Recuerdo su respiración: era vibrante pero tranquilizante. Empezamos una a una a contarnos nuestras vidas. Jamás había disfrutado tanto un momento. Ella en su departamento; yo detrás de su puerta. Puse mi mano sobre la madera esperando que ella hiciera lo mismo, que nuestras manos coincidieran en el espacio. Recargué mi espalda sobre la puerta y sentí una especie de vibración interna. Pasé cinco horas detrás de su puerta; escuché, hablé, lloré e imaginé de qué manera Tomasa me escuchaba. ¿Lo hacía sentada, de pie, acostada, pegada a la puerta o a la distancia? Me reveló secretos que yo imaginaba, cosas que mi conciencia me decía que no podían ser ciertas. Por ejemplo, que fue ella la que robó el anillo de matrimonio de nuestra madre; la que dejó en la calle a nuestro perro y que después se hizo la heroína diciéndole a mis padres que había recorrido la ciudad para encontrarlo; la que había empujado a la abuela por las escaleras, según ella, para ahorrarle el dolor provocado por el cáncer y darle una muerte más digna; la que había descubierto que nuestro padre tenía una amante y, como hija protectora que era, había golpeado a la mujer hasta dejarle reducidas las mejillas. La revelación más grande la hice yo cuando le dije que le había dicho a nuestros queridos padres que ella y solo ella había matado a la prima Lola en aquel arroyo que se lo comía todo.

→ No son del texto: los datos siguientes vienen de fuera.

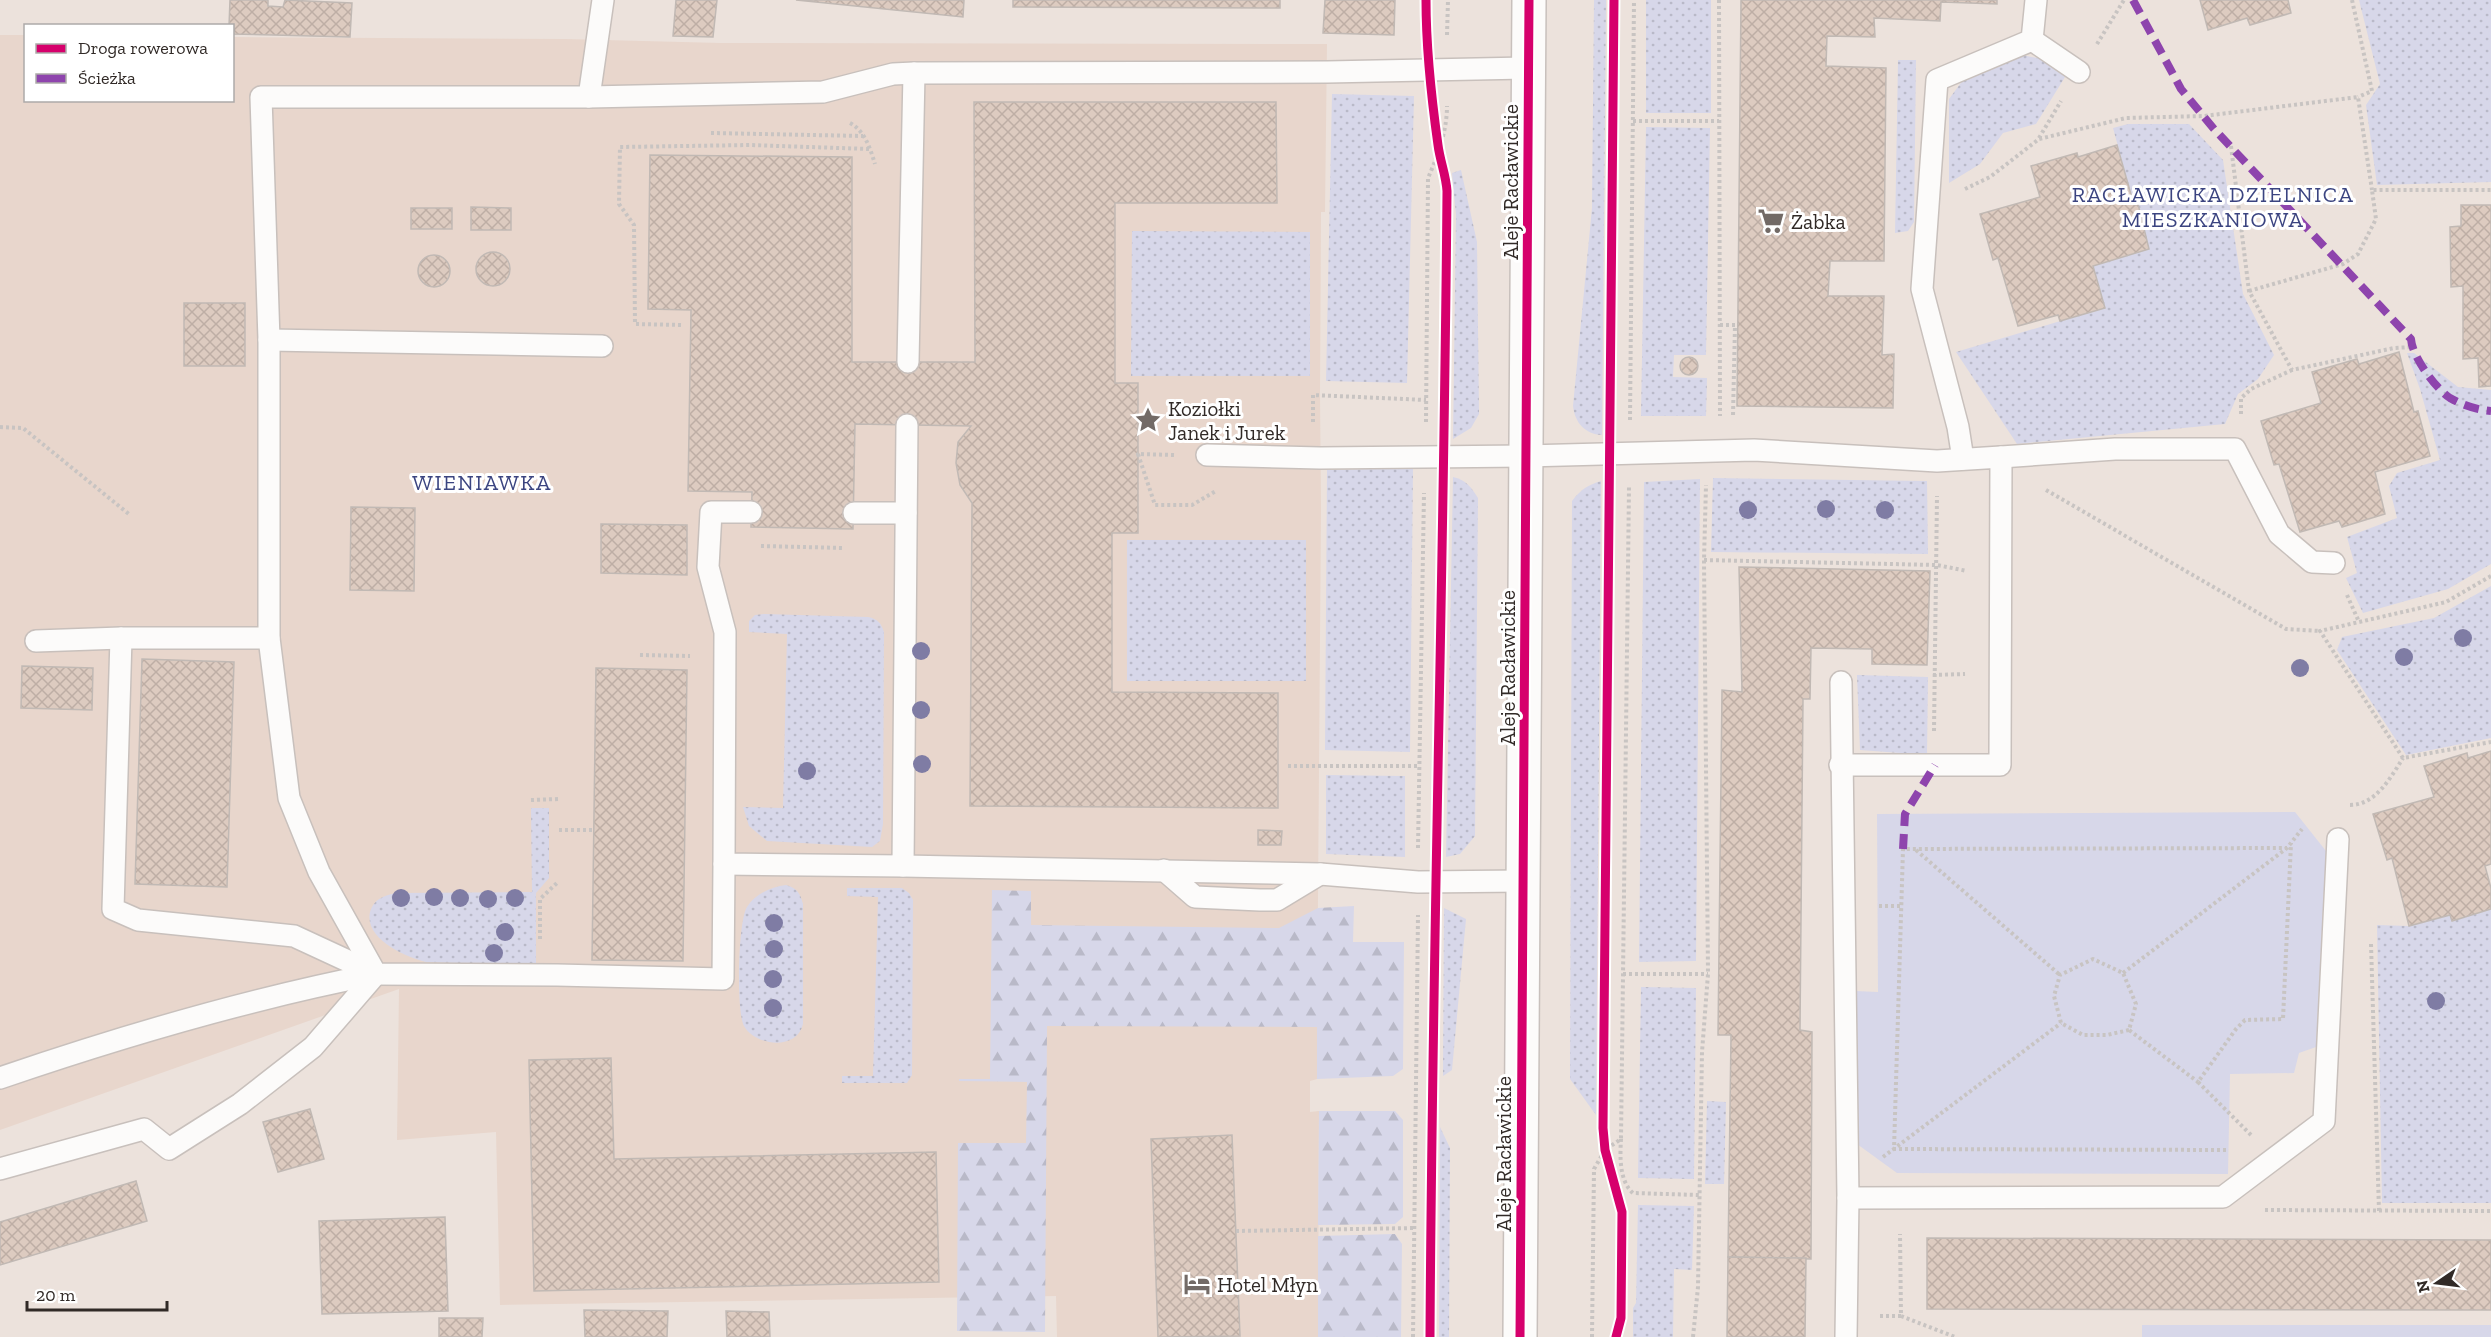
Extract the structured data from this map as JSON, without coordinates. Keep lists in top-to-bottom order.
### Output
{
  "streets": {
    "street": ["Aleje Racławickie"]
  },
  "districts": ["RACŁAWICKA DZIELNICA MIESZKANIOWA", "WIENIAWKA"],
  "places": {
    "supermarket": ["Żabka"],
    "place": ["Koziołki Janek i Jurek"],
    "hotel": ["Hotel Młyn"]
  },
  "legend": ["Droga rowerowa", "Ścieżka"],
  "scale_bar": "20 m",
  "north": "left"
}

Después de tres meses de confesionario detrás de la puerta, escuché, de la agujereada voz de Tomasa, una historia inverosímil que, pronunciada por mi hermana, parecía una verdad atroz. La noche anterior a su huida, había descubierto que su novio Nicolás era en realidad nuestro hermano. La amante de nuestro padre era la madre de Nicolás. Mi padre no se atrevió a confesarle a Tomasa la verdad; en cambio, prefirió sabotear a su propio hijo con pequeñas trampas. Nicolás no sabía nada; según él, su padre había muerto apuñalado. La manera que lo descubrió Tomasa fue de la forma más absurda, en el supermercado. Ahí estaba su novio diciéndole “mamá” a la mujer a quien tiempo atrás mi hermana le había propinado una paliza. Cuando llegó a casa y vio a mi padre, sólo faltó una mirada para decirle que lo sabía. Mi padre era un cobarde.
Al día siguiente, encontré la puerta entreabierta del departamento de Tomasa. Sospeché que algo iba mal. No dudé en entrar. Golpeé la puerta para avisar de mi visita; Tomasa no contestó. Recorrí la cocina, el salón, el baño hasta que pude llegar a la habitación que estaba inmaculada, vacía. Supongo que mi hermana había descubierto que era parte de una gran mentira creada por mi padre.